Russia obscures its true intentions in Syria through an active disinformation campaign. Its primary objective in Syria is to maintain an air and naval base on the Mediterranean by ensuring the preservation of the Assad regime. The distribution of Russian airstrikes in Aleppo Province demonstrates that its air campaign is primarily directed at weakening the armed Syrian opposition generally, not ISIS or al Qaeda affiliate Jabhat al-Nusra. The “cessation of hostilities” agreed upon the International Syria Support Group (ISSG) on February 11 will likely only further the regime’s campaign to complete the siege of Aleppo, which Russia has been setting conditions for since October 2015.
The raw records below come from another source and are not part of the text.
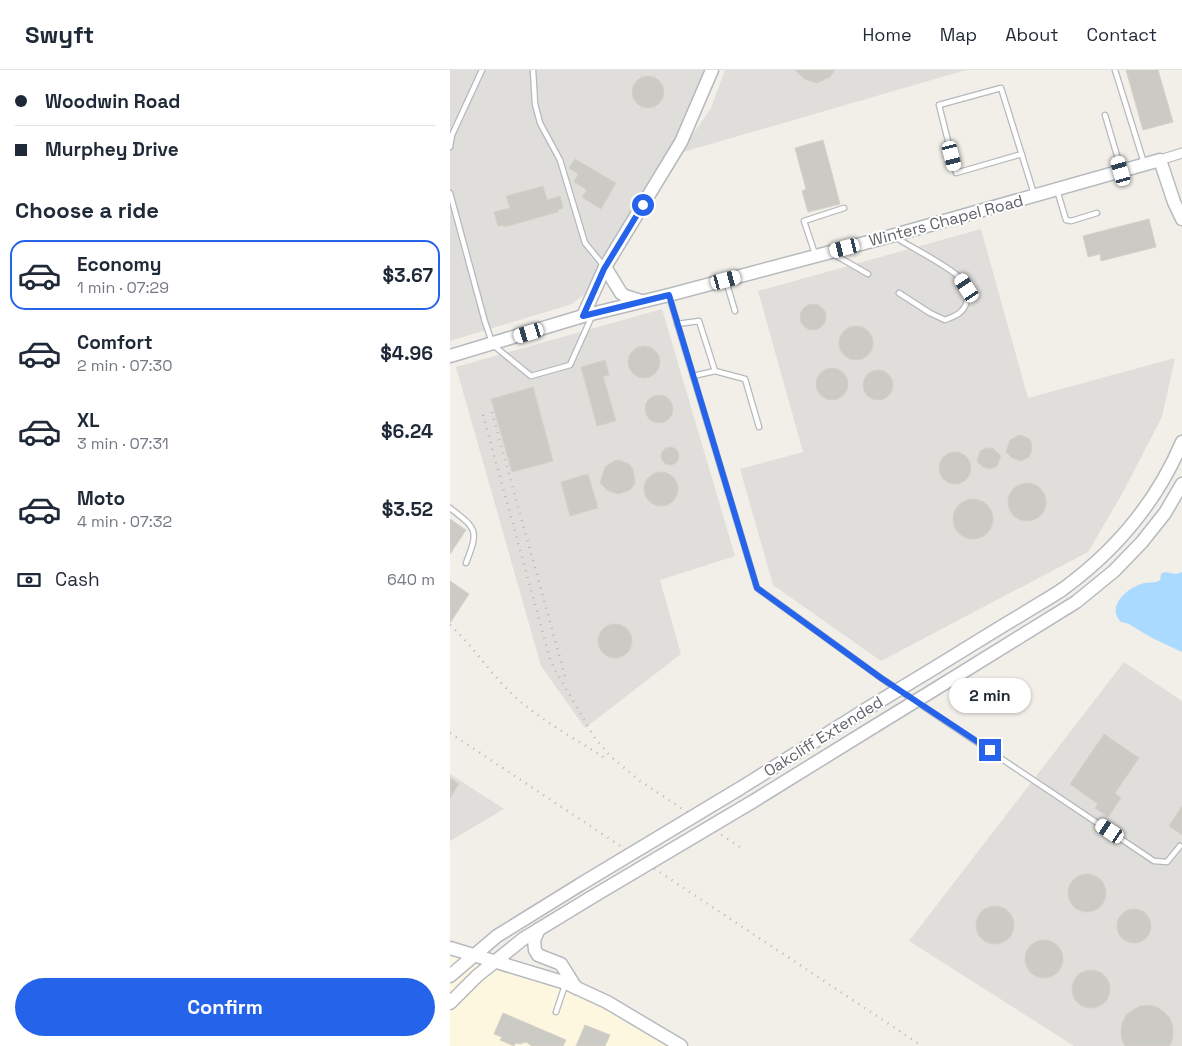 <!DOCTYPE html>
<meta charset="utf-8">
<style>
body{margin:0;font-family:"Space Grotesk",sans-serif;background:#f2f2f3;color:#1f2937;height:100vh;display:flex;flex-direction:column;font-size:19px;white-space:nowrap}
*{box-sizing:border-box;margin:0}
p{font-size:16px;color:#747a83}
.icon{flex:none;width:28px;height:28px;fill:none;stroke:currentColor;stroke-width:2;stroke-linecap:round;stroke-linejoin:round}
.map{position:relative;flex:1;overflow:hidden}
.sheet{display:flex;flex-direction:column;background:#fff;width:450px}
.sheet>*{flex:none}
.top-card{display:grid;align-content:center;height:110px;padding:0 15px;background:#fff}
.end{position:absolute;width:22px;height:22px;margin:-11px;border:6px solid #2563eb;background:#fff;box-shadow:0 0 0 2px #fff}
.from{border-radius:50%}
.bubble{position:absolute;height:35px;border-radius:18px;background:#fff;box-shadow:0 1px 4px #0004;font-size:16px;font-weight:600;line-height:35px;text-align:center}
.car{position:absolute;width:15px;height:30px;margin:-15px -8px;border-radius:6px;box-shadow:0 0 4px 1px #0007;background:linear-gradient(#fff 24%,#345 0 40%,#fff 0 76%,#345 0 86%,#fff 0)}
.top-card b{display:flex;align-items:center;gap:18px;height:48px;font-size:19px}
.top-card b+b{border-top:1px solid #e0e1e3}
.top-card i{width:12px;height:12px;background:#1f2937}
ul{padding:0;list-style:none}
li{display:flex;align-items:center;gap:15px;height:70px;margin:0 10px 8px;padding:0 5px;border:2px solid transparent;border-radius:15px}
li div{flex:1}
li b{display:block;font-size:19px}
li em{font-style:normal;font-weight:600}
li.current{border-color:#2563eb}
li>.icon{width:45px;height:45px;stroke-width:1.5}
h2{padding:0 15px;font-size:22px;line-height:60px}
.pay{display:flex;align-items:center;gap:12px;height:55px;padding:0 15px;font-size:19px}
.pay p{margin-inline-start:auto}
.action{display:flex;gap:10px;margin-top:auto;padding:10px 15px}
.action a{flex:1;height:58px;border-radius:30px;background:#2563eb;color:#fff;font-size:20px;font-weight:600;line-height:58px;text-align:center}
header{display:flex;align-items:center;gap:30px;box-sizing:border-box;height:70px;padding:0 25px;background:#fff;border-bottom:1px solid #e0e1e3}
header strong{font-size:24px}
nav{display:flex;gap:28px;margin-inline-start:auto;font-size:18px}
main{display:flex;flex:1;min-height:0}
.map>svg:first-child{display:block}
.commercial{fill:#fef7e0}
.industrial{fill:#e0deda}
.water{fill:#aadaff}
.building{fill:#cccac5;stroke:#d6d1c6}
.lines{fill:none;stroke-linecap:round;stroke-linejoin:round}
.lane-casing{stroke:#b5b8bc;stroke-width:7}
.street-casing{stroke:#b5b8bc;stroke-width:11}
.secondary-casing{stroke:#b6babf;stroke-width:15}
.lane{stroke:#fff;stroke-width:4.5}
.street{stroke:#fff;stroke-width:9}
.secondary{stroke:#fff;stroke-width:12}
.rail{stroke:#b6b7b8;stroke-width:2.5;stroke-dasharray:1 6;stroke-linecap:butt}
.secondary-bridge-casing{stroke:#b6babf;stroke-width:15;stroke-linecap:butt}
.secondary-bridge{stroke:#fff;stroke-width:12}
.route{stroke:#2563eb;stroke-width:6}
.labels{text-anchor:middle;stroke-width:4;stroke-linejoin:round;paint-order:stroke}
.street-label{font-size:16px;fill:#5f6368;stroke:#fff}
</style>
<header>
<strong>Swyft</strong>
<nav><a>Home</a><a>Map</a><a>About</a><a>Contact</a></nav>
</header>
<main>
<section class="sheet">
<div class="top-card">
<b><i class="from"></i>Woodwin Road</b>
<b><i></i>Murphey Drive</b>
</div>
<h2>Choose a ride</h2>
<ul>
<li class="current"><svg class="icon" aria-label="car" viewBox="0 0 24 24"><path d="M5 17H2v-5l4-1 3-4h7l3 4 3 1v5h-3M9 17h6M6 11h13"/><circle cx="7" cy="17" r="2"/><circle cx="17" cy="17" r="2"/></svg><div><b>Economy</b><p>1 min · 07:29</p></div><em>$3.67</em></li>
<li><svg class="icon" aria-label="car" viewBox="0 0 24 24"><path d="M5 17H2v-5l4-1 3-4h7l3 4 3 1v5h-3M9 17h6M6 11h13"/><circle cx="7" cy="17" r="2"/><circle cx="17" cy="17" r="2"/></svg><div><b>Comfort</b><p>2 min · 07:30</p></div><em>$4.96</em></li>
<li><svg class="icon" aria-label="car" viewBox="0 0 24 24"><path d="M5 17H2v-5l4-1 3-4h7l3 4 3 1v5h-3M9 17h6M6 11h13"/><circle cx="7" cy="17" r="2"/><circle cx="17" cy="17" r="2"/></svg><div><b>XL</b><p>3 min · 07:31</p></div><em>$6.24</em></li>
<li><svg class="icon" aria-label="car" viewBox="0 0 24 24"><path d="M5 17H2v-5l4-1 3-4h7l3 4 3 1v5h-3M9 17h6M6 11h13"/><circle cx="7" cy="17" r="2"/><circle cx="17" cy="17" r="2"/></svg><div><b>Moto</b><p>4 min · 07:32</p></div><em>$3.52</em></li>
</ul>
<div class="pay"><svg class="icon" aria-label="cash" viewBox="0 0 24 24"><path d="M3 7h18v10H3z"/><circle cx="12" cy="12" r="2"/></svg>Cash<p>640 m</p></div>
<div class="action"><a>Confirm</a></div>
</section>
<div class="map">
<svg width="732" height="976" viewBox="0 0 732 976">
<rect width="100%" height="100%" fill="#f1efe8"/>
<!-- commercial -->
<path class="commercial" d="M0,881L81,899L182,948L227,976H0Z"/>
<!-- industrial -->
<g class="industrial">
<path d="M0,0H260L218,84L136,223L122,234L0,271Z"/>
<path d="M275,0H516L230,83L261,38Z"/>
<path d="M531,159L578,328L725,288L712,347L672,424L638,482L431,591L323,515L290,399L353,382L308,221Z"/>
<path d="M212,239L285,486L210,510L231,584L135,658L91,596L6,297Z"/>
<path d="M674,592L732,631V976H624L459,871Z"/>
<path d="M0,704L54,739L0,771Z"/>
</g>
<!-- water -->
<path class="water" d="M715,502L726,504L732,502V582L702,568L679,554L671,552C656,537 676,519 691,514C698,511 705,514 710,510L711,504Z"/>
<!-- building -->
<g class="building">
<path d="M345,0H385L380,7L367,13L354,9Z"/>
<path d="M676,0H708L723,52L693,60Z"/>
<circle cx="198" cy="22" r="16"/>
<path d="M373,70L390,134L358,142L352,121L356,119L345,78Z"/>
<path d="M125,89L166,113L151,139L132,127L137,120L124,112L128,104L119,98Z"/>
<path d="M93,116L97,130L110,126L113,138L108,140V142L54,157V155L48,156L44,142L60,138L56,126Z"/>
<path d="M699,149L706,177L651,191L650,184L638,187L633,166Z"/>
<circle cx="363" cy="247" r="13"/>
<circle cx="406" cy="273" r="17"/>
<circle cx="194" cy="292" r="16"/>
<path d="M155,290L159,305L153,306L166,351L147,356L131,297Z"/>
<circle cx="382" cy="314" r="16"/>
<circle cx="428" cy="315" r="15"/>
<path d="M83,317L103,391L62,402L41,329Z"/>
<circle cx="209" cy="339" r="14"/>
<path d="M571,365L578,368L581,372L582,380L579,387L571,391L562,388L556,382L560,370L567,366Z"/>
<circle cx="220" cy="386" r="9"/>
<path d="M536,378H543L551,386L547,396L540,399L533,397L527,392L530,381Z"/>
<circle cx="505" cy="398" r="16"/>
<path d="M169,390L179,394L183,399L185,413L180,420L169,424L158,421L150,413L155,397L164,391Z"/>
<circle cx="211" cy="419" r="17"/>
<path d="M138,404L148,438L120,446L111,412Z"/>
<circle cx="577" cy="432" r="19"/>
<circle cx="523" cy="449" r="20"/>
<path d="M0,449L16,460L0,484Z"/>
<path d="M0,511L19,524L0,553Z"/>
<circle cx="165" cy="571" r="17"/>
<path d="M654,664L689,688L665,723L671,728L658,747L645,738L648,734L620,714Z"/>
<path d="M0,708L9,714L0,728Z"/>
<path d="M732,736V765L719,756Z"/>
<circle cx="637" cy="823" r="19"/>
<circle cx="545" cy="855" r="19"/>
<circle cx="684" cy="856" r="17"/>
<circle cx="594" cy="889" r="19"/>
<circle cx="641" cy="919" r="19"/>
<path d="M699,935L707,937L714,942L720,948L723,957V966L721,974L719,976H675L672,970L671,961L672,953L676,945L683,940L690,936Z"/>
<path d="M53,943L116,970L113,976H82L76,972L70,974L66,973L64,976L50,970L52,967L44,964Z"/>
<path d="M135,955L160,965L155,976H126Z"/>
</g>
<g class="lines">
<defs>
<g id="lane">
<path d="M83,0L85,34L90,53L110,90L135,173L154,196"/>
<path d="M665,0L694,93"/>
<path d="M655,45L671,99"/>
<path d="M0,77L2,65L32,0"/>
<path d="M572,84L506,103L489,35L551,18L584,124"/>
<path d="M607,120L616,150L621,151L647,143"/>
<path d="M0,123L35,252L43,275L81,306L120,295L142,246"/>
<path d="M445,167C460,177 501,197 511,209C517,217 520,224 516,234C512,244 505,246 495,250L480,243L449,223"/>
<path d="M365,184L354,151L394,138"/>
<path d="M385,185L418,204"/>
<path d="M276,211L285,241"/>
<path d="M219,226L307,518L431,608L704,791L717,792L730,776"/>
<path d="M227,254L249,251L265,301"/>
<path d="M243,306L265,301L295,309L309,357"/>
<path d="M0,438C27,459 29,460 16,493"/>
<path d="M106,942L115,915"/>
</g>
<path id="street" d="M710,90L732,83"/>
<g id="secondary">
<path d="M155,197L171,223L175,226L191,231"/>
<path d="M133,246L155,197L231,72L262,0"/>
<path d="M0,286L133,246L219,225L441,166L710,90L724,132L732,149"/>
<path d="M486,597C514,580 542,562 571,545C585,536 600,528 613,519C665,481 707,431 732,372"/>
<path d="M500,610L626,532L664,501L692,472L715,443L732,414"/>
<path d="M289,719L410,643"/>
<path d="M302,732L425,656"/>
<path d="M89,859L84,870L85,880L88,885L111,894L126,918"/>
<path d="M0,878L116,913L157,932L231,976"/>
<path d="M0,906L47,866L131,814"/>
<path d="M0,933L27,906L73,869L142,827"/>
</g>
</defs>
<!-- lane casing -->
<use href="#lane" class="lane-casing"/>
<!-- street casing -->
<use href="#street" class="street-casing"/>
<!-- secondary casing -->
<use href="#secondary" class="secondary-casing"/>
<!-- lane -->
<use href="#lane" class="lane"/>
<!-- street -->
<use href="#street" class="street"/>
<!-- secondary -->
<use href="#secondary" class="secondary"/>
<!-- rail -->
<g class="rail">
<path d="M42,342L116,610"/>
<path d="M33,345L100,589L105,600L136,653L145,668L160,686L190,711L290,777"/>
<path d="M0,555C23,576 40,603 62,624C91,651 126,669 158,690"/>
<path d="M0,663L472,976"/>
</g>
<defs>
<g id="secondary-bridge">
<path d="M410,643L486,597"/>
<path d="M425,656L500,610"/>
<path d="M131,814L289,719"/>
<path d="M142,827L302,732"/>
</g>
</defs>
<!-- secondary-bridge casing -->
<use href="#secondary-bridge" class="secondary-bridge-casing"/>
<!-- secondary-bridge -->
<use href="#secondary-bridge" class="secondary-bridge"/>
</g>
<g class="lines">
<!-- route -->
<path class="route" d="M193,135L154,199L133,246L219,225L307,518L431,608L540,680"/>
</g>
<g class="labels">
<!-- street labels -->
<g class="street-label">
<text transform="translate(496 150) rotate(-15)" y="6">Winters Chapel Road</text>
<text transform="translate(373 666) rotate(-32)" y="6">Oakcliff Extended</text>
</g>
</g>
</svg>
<i class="end from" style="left:193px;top:135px"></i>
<i class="end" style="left:540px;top:680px"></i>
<div class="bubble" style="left:499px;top:608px;width:82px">2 min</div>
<i class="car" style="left:502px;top:86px;rotate:166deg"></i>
<i class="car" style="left:671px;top:101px;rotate:344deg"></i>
<i class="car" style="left:395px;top:178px;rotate:256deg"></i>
<i class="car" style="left:276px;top:210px;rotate:75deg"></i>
<i class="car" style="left:517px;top:218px;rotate:327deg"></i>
<i class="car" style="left:79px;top:263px;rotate:253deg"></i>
<i class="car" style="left:660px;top:761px;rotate:304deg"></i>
</div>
</main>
The U.S. must seek solutions to the violence in Aleppo in ways that recognize that Russia, Iran, and the regime are belligerents to the conflict. Ceasefire agreements that do not police the actions of these three actors will likely result in increased violence and preclude any future political process that is agreed upon by legitimate representatives of the armed opposition. Russia, Iran, and the regime may soon besiege opposition forces and an estimated 300,000 civilians in Aleppo City. At the same time, the Russian air campaign has deliberately targeted hospitals, markets, water treatment stations, and other civilian targets in Aleppo Province in order to punish and depopulate opposition-held terrain. The U.S. must therefore mitigate the humanitarian disaster and prevent the collapse of the opposition in the province. U.S. policymakers should demand that Russia cease all airstrikes in Syria as part of any “cessation of hostilities” or nationwide ceasefire. The U.S. should also authorize humanitarian aid drops in Aleppo City and increase military support to U.S.-backed opposition groups in Aleppo. The U.S. should consider establishing a humanitarian safe zone north of Aleppo City in partnership with Turkey in order to forestall a Turkish intervention against the YPG in Syria and ameliorate the refugee crisis along the Syrian-Turkish border. A safe zone north of Aleppo City could also help opposition forces facing encirclement survive by placing pressure on the regime’s northern flank and positioning Turkey to provide artillery support to the opposition inside Aleppo City.